Acordam na 1ª Secção Cível do Tribunal da Relação de Évora
I - RELATÓRIO
Zip Reoco Resi Portfolio, S.A., que alterou a sua denominação para Zip Reoco Resi Portfolio, Sicafi, S.A., instaurou a presente ação declarativa, sob a forma de processo comum, contra AA e BB, pedindo que os réus sejam condenados a:
- Reconhecer que a autora «é dona e legitima proprietária da fração autónoma designada “X”, que corresponde à habitação sita no Piso 5 – letra A, parte integrante do prédio urbano constituído em propriedade horizontal sito na Praceta ..., número 21, em ..., descrito na Conservatória do Registo Predial de ... sob o número 1455/S. Sebastião e inscrito na respetiva matriz predial urbana sob o Artigo 12598º da supramencionada freguesia, conforme indicado no artigo 1º da p.i.»

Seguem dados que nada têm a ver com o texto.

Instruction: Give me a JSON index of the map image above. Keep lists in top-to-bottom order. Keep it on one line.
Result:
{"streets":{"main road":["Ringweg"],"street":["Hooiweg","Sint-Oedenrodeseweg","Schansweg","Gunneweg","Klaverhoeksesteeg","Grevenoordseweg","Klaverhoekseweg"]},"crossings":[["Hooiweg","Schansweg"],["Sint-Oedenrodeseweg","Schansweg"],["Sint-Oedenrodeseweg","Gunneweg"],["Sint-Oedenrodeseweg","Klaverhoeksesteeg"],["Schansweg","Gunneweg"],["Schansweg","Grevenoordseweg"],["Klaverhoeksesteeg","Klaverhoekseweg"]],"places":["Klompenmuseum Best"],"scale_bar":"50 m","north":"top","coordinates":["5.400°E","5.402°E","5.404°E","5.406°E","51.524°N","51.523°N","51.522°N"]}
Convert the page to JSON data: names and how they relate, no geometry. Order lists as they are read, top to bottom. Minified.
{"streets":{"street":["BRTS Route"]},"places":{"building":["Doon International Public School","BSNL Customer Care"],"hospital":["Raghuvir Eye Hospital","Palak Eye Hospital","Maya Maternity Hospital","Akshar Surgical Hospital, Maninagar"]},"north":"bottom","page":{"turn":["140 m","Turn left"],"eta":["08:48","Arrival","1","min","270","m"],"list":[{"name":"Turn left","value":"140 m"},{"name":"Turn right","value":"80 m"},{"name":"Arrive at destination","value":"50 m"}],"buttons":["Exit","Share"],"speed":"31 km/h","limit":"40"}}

- «Restituir o prédio que ocupam, livre de pessoas e bens e nas exatas condições em que se encontrava, quando da ocupação ilegal por parte dos R.;»
- No «Pagamento do montante peticionado a título indemnizatório pelo lucro cessante e dano emergente que se venha a apurar em inspeção à fração, acrescido de sanção pecuniária compulsória;»

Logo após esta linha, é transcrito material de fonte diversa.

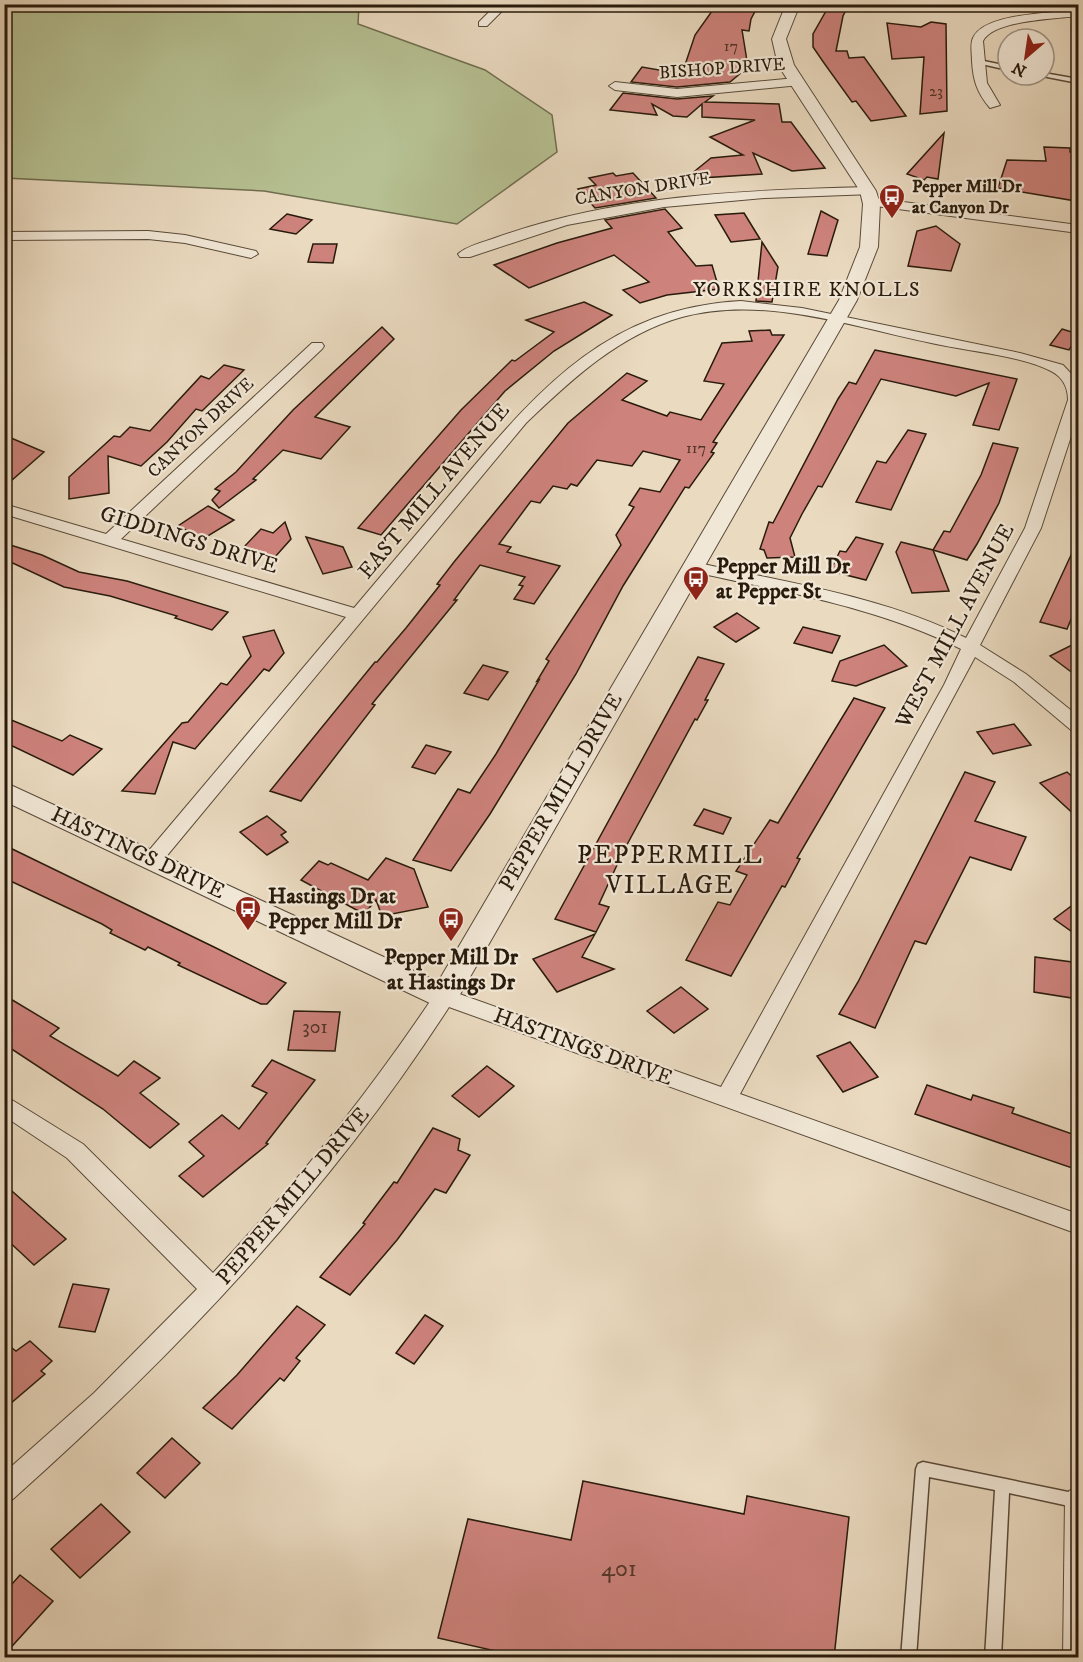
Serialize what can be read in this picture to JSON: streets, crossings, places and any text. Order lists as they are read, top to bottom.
{
  "streets": {
    "street": [
      "BISHOP DRIVE",
      "CANYON DRIVE",
      "EAST MILL AVENUE",
      "GIDDINGS DRIVE",
      "WEST MILL AVENUE",
      "PEPPER MILL DRIVE",
      "HASTINGS DRIVE"
    ]
  },
  "crossings": [
    ["CANYON DRIVE", "GIDDINGS DRIVE"],
    ["CANYON DRIVE", "PEPPER MILL DRIVE"],
    ["EAST MILL AVENUE", "GIDDINGS DRIVE"],
    ["EAST MILL AVENUE", "WEST MILL AVENUE"],
    ["EAST MILL AVENUE", "PEPPER MILL DRIVE"],
    ["EAST MILL AVENUE", "HASTINGS DRIVE"],
    ["WEST MILL AVENUE", "PEPPER MILL DRIVE"],
    ["WEST MILL AVENUE", "HASTINGS DRIVE"],
    ["PEPPER MILL DRIVE", "HASTINGS DRIVE"]
  ],
  "districts": ["YORKSHIRE KNOLLS", "PEPPERMILL VILLAGE"],
  "places": {
    "bus stop": [
      "Pepper Mill Dr at Canyon Dr",
      "Pepper Mill Dr at Pepper St",
      "Hastings Dr at Pepper Mill Dr",
      "Pepper Mill Dr at Hastings Dr"
    ]
  },
  "house_numbers": [
    "17",
    "23",
    "117",
    "301",
    "401"
  ],
  "north": "bottom left"
}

- «Pagar à A. a quantia de 1.000,00€ (mil euros), a título de indemnização por cada mês de ocupação abusiva, contados desde a data de aquisição até entrega efetiva do prédio;»
- «Abster-se de praticar atos que impeçam ou dificultem o acesso da Autora à fração na origem do presente pleito».
Alega, em síntese, ser a legítima proprietária da identificada fração e que teve conhecimento que a mesma se encontra a ser abusivamente ocupada pelos réus, vendo-se impedida de exercer a sua atividade e de retirar qualquer rentabilidade económica da mesma.
A ré BB, regularmente citada, não apresentou contestação.
O réu AA foi citado editalmente, estando representado pelo Ministério Público, que apresentou contestação, alegando desconhecer se correspondem à verdade os factos constantes da petição inicial (com exceção da prova documental), por não se tratar de factos pessoais ou de que deva ter conhecimento, os quais, por isso, se devem considerar impugnados, concluindo que a ação deverá ser julgada e decidida “conforme for de Direito”.
Dispensada a audiência prévia, foi proferido despacho saneador, não tendo sido admitido o pedido de condenação dos réus no pagamento do dano emergente que se venha a apurar em inspeção à fração, por se ter considerado tratar-se de um pedido genérico inadmissível.
Foi identificado o objeto do litígio e enunciados os temas da prova.
Teve lugar a audiência de julgamento, e a final foi proferida sentença com o seguinte dispositivo:
«Pelo exposto, julgo parcialmente procedente, por não provada, a acção e, em consequência:
a) Declaro a Autora ZIP REOCO RESI PORTFOLIO, SICAFI, S.A., dona e legitima proprietária da fração autónoma designada “X”, que corresponde à habitação sita no Piso 5 – letra A, parte integrante do prédio urbano constituído em propriedade horizontal sito na Praceta ..., número 21, em ..., descrito na Conservatória do Registo Predial de ... sob o número 1455/S. Sebastião e inscrito na respetiva matriz predial urbana sob o Artigo 12598.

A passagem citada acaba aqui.